A brilliant young pianist is involved in a serious car accident on the way home from his first big recital. His hands are smashed beyond repair but a daring surgeon replaces them with those from a recently delivered corpse. Although the operation is a complete success, the pianist has serious difficulties accepting what has happened to him, and the emotional pressure leads to murder…
The fourth, and to date the last, cinematic take on Maurice Renard’s successful novel ‘Les Mains d’Orlac (The Hands of Orlac)’ published in 1920. The most well-known adaptation is the twisted classic ‘Mad Love’ (1935) with Peter Lorre, which drips with gothic atmosphere and boasts a gloriously demented performance from its star.
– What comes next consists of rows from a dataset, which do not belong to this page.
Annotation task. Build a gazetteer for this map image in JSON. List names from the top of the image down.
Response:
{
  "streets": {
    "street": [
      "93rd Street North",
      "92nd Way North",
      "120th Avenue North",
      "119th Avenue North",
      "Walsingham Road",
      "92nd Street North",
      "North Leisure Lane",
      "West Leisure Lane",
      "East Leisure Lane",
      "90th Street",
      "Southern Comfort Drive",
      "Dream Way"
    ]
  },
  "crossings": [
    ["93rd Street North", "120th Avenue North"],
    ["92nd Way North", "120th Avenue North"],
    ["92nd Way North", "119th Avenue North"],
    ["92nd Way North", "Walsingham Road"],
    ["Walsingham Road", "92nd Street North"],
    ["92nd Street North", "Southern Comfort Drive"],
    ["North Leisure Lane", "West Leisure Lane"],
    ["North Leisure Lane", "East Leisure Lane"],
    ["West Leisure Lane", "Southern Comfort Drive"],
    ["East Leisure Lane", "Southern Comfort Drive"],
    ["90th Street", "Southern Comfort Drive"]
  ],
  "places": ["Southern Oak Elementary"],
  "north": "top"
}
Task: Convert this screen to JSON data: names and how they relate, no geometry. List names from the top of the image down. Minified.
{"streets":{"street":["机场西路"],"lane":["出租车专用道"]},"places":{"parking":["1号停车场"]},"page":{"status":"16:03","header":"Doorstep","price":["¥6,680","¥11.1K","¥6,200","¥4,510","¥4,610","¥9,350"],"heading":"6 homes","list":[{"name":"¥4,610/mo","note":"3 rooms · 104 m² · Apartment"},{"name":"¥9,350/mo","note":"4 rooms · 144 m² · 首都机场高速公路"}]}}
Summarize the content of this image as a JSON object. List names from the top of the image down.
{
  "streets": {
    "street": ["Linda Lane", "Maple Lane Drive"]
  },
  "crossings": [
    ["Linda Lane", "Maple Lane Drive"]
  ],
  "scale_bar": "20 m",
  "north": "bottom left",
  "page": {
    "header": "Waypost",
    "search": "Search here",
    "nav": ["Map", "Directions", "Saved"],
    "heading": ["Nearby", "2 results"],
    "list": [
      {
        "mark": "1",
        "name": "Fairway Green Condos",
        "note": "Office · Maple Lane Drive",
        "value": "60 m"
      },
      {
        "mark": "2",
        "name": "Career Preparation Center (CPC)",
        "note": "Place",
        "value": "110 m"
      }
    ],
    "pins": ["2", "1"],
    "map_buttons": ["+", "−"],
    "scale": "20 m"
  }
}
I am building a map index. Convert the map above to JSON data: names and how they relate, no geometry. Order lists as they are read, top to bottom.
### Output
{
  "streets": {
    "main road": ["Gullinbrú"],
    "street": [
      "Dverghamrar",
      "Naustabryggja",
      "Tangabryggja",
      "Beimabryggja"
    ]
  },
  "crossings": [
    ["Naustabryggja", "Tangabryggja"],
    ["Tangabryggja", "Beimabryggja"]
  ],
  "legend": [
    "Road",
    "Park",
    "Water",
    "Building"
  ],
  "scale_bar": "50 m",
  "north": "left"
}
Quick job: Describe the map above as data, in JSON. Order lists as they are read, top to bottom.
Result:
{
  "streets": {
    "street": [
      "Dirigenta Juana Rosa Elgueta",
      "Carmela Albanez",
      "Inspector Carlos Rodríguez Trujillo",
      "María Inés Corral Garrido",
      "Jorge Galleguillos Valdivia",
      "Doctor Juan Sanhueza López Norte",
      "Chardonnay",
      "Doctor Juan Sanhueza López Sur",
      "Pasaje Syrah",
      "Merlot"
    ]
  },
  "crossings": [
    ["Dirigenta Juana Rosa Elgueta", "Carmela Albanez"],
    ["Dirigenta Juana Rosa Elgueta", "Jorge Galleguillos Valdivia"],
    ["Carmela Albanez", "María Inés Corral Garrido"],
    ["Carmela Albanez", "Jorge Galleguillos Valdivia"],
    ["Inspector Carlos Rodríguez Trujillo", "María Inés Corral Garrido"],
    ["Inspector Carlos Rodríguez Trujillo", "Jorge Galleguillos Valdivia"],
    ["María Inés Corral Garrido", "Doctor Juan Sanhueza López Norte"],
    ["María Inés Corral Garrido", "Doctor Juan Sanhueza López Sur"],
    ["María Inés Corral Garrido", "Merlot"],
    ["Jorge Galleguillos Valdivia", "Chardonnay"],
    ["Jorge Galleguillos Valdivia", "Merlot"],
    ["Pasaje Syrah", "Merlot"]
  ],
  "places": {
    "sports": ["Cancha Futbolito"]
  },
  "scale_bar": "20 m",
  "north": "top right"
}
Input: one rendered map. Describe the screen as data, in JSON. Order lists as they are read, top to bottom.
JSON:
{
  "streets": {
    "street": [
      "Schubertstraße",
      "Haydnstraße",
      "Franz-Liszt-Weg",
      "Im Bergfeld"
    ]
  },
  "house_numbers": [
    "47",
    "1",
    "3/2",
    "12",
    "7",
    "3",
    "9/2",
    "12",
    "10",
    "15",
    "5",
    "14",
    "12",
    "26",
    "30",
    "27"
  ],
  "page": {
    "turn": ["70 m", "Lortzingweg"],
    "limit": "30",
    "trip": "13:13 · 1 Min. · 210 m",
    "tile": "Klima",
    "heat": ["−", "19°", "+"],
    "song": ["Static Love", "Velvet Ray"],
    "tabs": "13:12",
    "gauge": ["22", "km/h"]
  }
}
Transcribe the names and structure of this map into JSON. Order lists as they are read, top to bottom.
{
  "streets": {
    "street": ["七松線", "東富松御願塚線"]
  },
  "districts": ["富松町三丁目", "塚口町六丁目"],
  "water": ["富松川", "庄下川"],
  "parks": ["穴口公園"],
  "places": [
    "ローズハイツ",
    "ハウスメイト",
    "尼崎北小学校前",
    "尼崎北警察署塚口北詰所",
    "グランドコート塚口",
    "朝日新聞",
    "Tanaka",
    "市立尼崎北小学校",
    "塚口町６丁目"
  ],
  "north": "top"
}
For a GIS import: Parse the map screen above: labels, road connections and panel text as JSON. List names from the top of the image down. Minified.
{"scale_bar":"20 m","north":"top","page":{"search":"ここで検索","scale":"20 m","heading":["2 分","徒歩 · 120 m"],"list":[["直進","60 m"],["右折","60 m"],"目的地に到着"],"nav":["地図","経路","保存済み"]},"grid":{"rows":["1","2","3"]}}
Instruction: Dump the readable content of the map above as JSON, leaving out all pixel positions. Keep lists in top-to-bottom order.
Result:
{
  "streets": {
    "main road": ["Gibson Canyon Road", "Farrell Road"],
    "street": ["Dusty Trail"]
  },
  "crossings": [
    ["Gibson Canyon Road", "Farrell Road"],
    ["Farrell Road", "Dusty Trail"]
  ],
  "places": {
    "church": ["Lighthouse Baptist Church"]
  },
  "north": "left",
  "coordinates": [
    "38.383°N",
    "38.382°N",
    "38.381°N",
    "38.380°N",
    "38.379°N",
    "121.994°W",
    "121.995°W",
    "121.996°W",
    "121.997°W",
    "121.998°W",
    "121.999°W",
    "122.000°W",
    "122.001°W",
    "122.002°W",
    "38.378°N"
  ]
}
The other versions are the original silent with Conrad Veidt from 1924 (rather dull) and a low budget 1960 ﬁlm that wastes Christopher Lee in a supporting role.
Coming so soon after the 1960 film, this project runs the risk of redundancy before it even begins, but actually emerges as the most thoughtful take on the story, although its execution is somewhat flawed. The film has an opening right out of ﬁlm noir when a shady character is gunned down by hoodlums on an empty street. It’s quite an impressive sequence and establishes that the origin of pianist James Noah’s new hands is somewhat dubious. Unfortunately, this removes a layer of ambiguity which the film would have been better advised to maintain, especially as the exact identity of the donor is never revealed.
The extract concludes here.